The required answer is every line of the data containing the word "direction".

=== Data section ===

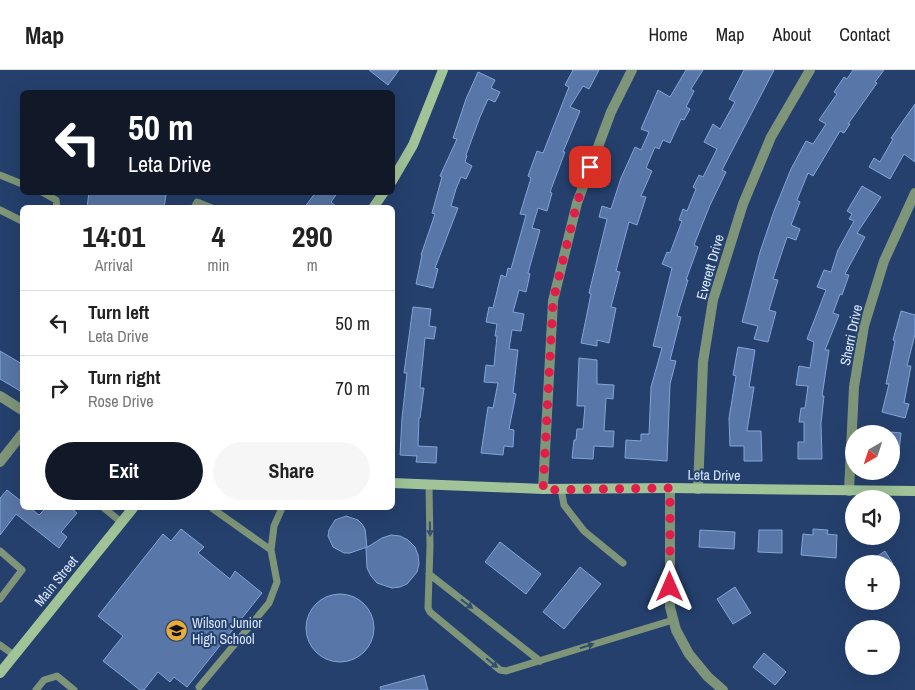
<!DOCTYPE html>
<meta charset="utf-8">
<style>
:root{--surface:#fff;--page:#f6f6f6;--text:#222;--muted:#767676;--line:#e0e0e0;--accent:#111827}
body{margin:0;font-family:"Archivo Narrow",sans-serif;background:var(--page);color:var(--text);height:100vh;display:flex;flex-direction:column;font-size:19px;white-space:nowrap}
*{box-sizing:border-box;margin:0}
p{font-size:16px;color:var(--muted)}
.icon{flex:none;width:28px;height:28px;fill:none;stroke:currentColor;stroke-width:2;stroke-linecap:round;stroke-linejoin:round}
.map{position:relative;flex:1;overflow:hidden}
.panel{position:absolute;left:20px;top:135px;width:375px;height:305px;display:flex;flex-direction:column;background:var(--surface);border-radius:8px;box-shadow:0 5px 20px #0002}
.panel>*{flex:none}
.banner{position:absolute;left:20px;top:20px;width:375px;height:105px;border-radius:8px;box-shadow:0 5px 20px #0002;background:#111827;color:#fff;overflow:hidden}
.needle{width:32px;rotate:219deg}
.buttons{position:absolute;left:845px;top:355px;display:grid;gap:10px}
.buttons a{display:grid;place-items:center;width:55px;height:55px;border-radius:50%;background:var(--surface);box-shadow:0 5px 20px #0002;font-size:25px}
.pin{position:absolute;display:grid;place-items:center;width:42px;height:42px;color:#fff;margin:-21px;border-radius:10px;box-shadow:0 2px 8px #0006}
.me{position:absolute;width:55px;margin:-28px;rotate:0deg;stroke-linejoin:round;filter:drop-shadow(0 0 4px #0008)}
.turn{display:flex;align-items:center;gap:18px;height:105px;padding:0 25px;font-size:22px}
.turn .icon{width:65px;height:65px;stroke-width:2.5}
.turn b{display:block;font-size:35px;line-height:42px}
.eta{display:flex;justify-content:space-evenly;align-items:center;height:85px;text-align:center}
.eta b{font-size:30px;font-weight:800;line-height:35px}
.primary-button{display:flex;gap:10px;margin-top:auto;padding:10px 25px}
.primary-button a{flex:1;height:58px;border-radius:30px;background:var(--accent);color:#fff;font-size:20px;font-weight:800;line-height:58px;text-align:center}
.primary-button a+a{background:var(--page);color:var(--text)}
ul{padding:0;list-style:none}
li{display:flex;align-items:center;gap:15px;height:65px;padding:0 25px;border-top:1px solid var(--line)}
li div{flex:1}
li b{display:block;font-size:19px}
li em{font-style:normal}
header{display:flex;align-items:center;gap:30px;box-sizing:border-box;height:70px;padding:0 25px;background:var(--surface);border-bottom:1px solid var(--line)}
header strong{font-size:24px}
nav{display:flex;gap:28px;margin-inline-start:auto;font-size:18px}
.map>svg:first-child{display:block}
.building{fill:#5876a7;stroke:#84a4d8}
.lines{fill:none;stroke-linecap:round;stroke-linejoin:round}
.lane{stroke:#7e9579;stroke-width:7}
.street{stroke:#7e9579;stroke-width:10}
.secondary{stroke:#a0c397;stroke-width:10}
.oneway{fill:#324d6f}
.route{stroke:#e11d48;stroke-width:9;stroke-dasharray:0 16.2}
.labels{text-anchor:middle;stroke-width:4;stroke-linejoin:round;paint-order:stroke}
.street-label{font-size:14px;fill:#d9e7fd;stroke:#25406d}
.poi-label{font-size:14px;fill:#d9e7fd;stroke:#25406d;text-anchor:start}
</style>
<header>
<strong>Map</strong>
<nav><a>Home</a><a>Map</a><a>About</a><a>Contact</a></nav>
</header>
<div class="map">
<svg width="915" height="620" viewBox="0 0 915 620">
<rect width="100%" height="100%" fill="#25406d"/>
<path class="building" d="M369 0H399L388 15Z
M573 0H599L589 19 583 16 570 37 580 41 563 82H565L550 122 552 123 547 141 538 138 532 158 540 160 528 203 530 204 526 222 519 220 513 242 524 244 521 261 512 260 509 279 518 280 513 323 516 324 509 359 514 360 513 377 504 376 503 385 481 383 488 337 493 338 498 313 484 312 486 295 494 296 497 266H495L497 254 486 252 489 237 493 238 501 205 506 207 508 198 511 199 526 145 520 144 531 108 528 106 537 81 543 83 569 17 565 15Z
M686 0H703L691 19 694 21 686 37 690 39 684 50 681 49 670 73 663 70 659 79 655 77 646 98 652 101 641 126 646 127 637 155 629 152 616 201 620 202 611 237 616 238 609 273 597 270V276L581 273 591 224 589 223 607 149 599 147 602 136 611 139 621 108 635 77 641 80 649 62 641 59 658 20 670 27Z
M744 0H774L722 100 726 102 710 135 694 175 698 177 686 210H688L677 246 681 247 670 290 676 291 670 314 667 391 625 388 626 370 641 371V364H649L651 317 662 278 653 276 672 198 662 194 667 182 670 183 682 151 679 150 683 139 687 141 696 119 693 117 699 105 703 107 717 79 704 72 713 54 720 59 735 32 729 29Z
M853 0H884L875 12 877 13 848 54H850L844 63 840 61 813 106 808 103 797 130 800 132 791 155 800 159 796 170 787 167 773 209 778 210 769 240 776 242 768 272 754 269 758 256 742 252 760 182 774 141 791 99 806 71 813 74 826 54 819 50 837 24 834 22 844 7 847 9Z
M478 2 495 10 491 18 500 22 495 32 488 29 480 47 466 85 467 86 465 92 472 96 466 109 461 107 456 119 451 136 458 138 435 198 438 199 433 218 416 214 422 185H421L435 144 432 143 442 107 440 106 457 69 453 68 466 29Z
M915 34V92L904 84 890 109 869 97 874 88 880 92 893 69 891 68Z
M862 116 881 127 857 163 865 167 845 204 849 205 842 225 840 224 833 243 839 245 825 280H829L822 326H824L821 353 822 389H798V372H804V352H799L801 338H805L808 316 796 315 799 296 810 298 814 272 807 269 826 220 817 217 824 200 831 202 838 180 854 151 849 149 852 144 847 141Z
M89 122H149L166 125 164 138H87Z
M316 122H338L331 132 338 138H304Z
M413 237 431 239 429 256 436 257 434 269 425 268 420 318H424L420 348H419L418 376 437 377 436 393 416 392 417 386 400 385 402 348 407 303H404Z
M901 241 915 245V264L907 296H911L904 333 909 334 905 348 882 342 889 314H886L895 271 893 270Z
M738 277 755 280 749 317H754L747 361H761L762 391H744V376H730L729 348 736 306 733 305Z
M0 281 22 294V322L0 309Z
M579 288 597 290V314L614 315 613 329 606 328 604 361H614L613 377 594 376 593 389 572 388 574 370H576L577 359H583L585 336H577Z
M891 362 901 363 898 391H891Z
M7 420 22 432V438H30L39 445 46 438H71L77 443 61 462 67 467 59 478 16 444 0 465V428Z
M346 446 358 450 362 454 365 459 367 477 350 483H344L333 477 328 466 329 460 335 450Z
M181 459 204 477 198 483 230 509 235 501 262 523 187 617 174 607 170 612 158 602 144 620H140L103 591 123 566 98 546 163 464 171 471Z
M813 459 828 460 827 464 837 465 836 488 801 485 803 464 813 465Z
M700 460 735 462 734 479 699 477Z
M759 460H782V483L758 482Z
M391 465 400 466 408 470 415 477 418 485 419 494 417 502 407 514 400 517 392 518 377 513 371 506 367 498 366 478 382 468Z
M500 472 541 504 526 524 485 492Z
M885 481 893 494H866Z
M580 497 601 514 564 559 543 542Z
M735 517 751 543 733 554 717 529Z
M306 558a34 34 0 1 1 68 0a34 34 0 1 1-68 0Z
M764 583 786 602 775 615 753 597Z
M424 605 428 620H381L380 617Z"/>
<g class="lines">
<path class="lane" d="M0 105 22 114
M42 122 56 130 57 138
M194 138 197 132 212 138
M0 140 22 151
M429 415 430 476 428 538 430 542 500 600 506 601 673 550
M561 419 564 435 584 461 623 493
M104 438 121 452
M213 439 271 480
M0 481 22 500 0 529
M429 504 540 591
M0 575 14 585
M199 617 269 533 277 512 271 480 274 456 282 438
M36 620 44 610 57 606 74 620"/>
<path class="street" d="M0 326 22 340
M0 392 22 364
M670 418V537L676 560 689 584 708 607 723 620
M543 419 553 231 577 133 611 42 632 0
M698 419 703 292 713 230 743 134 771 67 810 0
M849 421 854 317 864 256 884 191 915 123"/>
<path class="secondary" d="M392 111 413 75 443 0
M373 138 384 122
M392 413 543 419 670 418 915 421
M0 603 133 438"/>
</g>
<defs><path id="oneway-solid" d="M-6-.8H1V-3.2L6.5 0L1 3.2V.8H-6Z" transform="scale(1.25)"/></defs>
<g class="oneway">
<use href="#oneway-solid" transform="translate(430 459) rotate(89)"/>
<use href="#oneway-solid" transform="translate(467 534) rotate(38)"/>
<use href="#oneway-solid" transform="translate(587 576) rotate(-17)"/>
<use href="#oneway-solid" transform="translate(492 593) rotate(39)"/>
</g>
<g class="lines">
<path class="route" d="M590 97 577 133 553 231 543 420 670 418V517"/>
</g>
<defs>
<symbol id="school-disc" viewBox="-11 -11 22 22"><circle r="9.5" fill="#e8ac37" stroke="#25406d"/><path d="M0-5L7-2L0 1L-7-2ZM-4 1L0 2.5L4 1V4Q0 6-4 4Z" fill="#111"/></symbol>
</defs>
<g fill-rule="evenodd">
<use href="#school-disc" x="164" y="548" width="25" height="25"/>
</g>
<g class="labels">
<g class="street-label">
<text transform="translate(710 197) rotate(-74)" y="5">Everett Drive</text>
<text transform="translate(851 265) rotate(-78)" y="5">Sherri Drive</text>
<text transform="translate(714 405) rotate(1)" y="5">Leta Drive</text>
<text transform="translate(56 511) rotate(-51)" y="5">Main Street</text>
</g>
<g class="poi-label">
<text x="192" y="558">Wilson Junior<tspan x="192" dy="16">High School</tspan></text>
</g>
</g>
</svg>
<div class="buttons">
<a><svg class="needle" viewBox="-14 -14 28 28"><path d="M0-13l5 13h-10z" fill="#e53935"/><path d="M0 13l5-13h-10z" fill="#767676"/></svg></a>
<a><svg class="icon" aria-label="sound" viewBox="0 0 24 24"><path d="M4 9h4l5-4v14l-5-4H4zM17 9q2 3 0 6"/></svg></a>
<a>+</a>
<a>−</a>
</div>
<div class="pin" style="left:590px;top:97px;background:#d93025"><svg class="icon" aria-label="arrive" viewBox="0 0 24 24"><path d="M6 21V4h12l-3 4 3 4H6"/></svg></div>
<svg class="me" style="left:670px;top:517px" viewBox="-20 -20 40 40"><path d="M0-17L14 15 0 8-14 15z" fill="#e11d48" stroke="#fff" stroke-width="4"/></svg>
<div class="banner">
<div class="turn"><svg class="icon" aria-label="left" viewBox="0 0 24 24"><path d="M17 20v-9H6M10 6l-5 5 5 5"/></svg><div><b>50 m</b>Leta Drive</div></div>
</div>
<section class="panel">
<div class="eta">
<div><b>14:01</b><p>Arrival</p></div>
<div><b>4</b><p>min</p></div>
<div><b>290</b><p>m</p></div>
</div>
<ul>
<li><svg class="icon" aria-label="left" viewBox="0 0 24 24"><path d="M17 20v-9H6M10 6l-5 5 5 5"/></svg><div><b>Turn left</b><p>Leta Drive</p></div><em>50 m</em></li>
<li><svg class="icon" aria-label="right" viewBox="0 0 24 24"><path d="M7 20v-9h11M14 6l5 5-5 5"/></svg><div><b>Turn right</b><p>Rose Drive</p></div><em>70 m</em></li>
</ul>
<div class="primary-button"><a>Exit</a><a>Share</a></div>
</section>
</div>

===

= Response to the task =
body{margin:0;font-family:"Archivo Narrow",sans-serif;background:var(--page);color:var(--text);height:100vh;display:flex;flex-direction:column;font-size:19px;white-space:nowrap}
.panel{position:absolute;left:20px;top:135px;width:375px;height:305px;display:flex;flex-direction:column;background:var(--surface);border-radius:8px;box-shadow:0 5px 20px #0002}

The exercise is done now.